» **What you are asked to do**: For the string "Area", report how many lines in the records below contain it, and nothing more.

Stored data:

"""

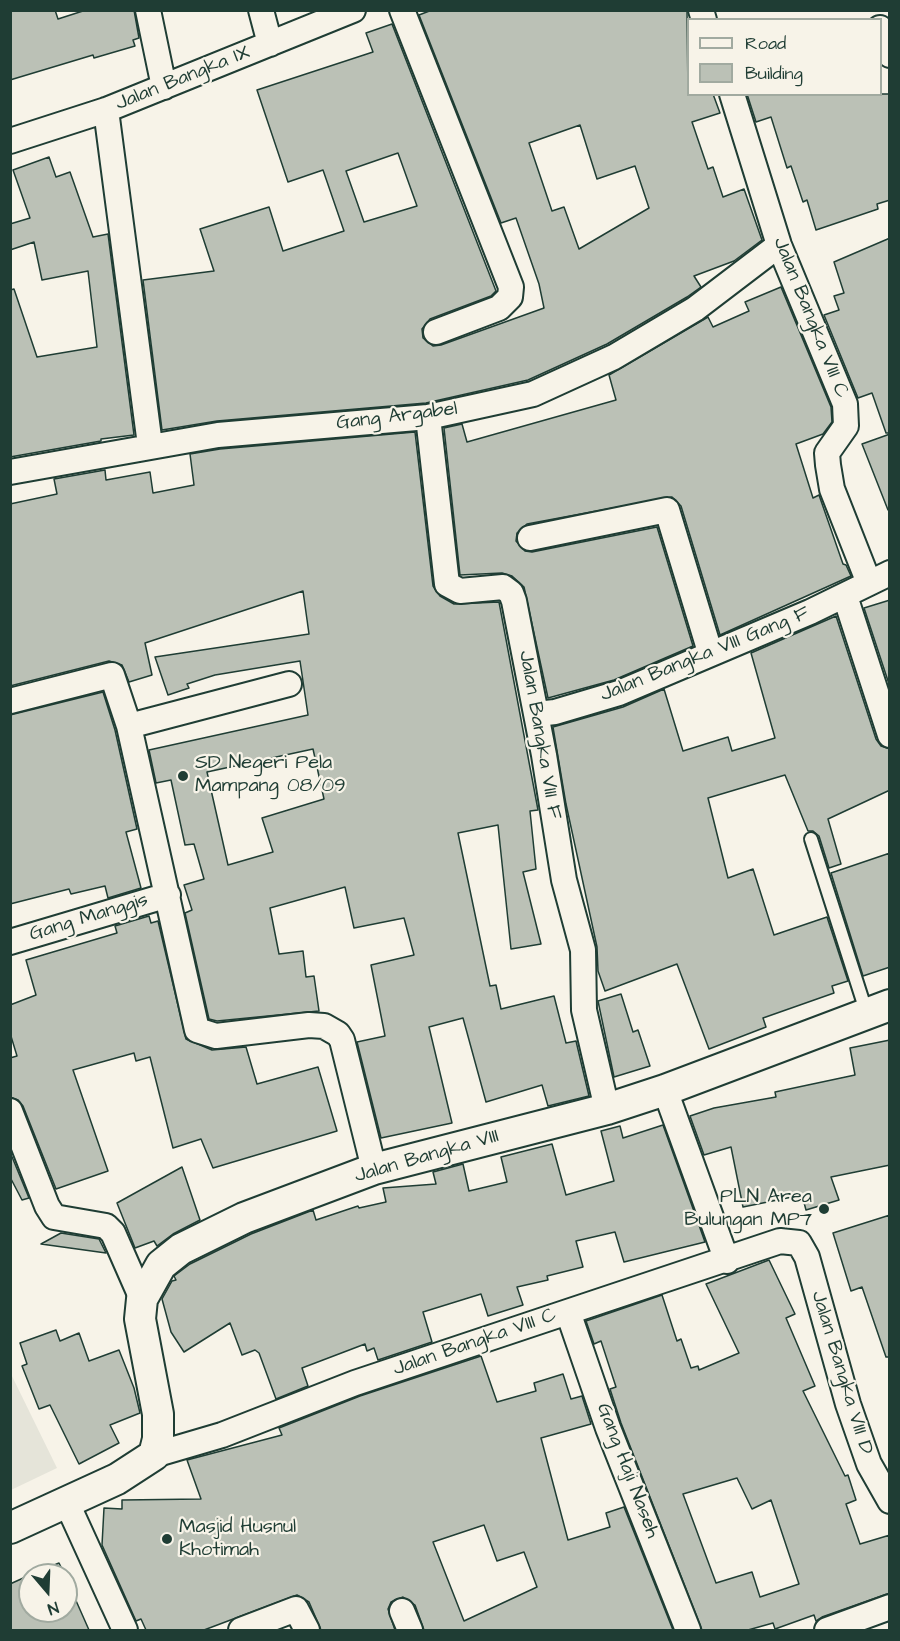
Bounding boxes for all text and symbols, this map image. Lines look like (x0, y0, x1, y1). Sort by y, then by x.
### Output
legend (687, 18, 882, 96)
text: Road (745, 31, 786, 56)
street label: Jalan Bangka IX (113, 41, 253, 117)
text: Building (745, 61, 803, 86)
street label: Jalan Bangka VIII C (767, 234, 853, 402)
street label: Gang Argabel (335, 398, 459, 436)
street label: Jalan Bangka VIII Gang F (597, 602, 813, 708)
street label: Jalan Bangka VIII F (512, 649, 566, 821)
place label: SD Negeri Pela Mampang 08/09 (195, 752, 346, 799)
marker: SD Negeri Pela Mampang 08/09 (176, 769, 190, 783)
street label: Gang Manggis (27, 889, 151, 947)
street label: Jalan Bangka VIII (352, 1125, 502, 1189)
place label: PLN Area Bulungan MP7 (684, 1186, 812, 1233)
marker: PLN Area Bulungan MP7 (817, 1202, 831, 1216)
street label: Jalan Bangka VIII D (805, 1288, 877, 1458)
street label: Jalan Bangka VIII C (390, 1304, 560, 1382)
street label: Gang Haji Naseh (590, 1400, 664, 1542)
place label: Masjid Husnul Khotimah (179, 1516, 296, 1563)
marker: Masjid Husnul Khotimah (160, 1532, 174, 1546)
north arrow (18, 1563, 78, 1623)
text: N (45, 1596, 62, 1620)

"""

» **Answer to this problem**: 2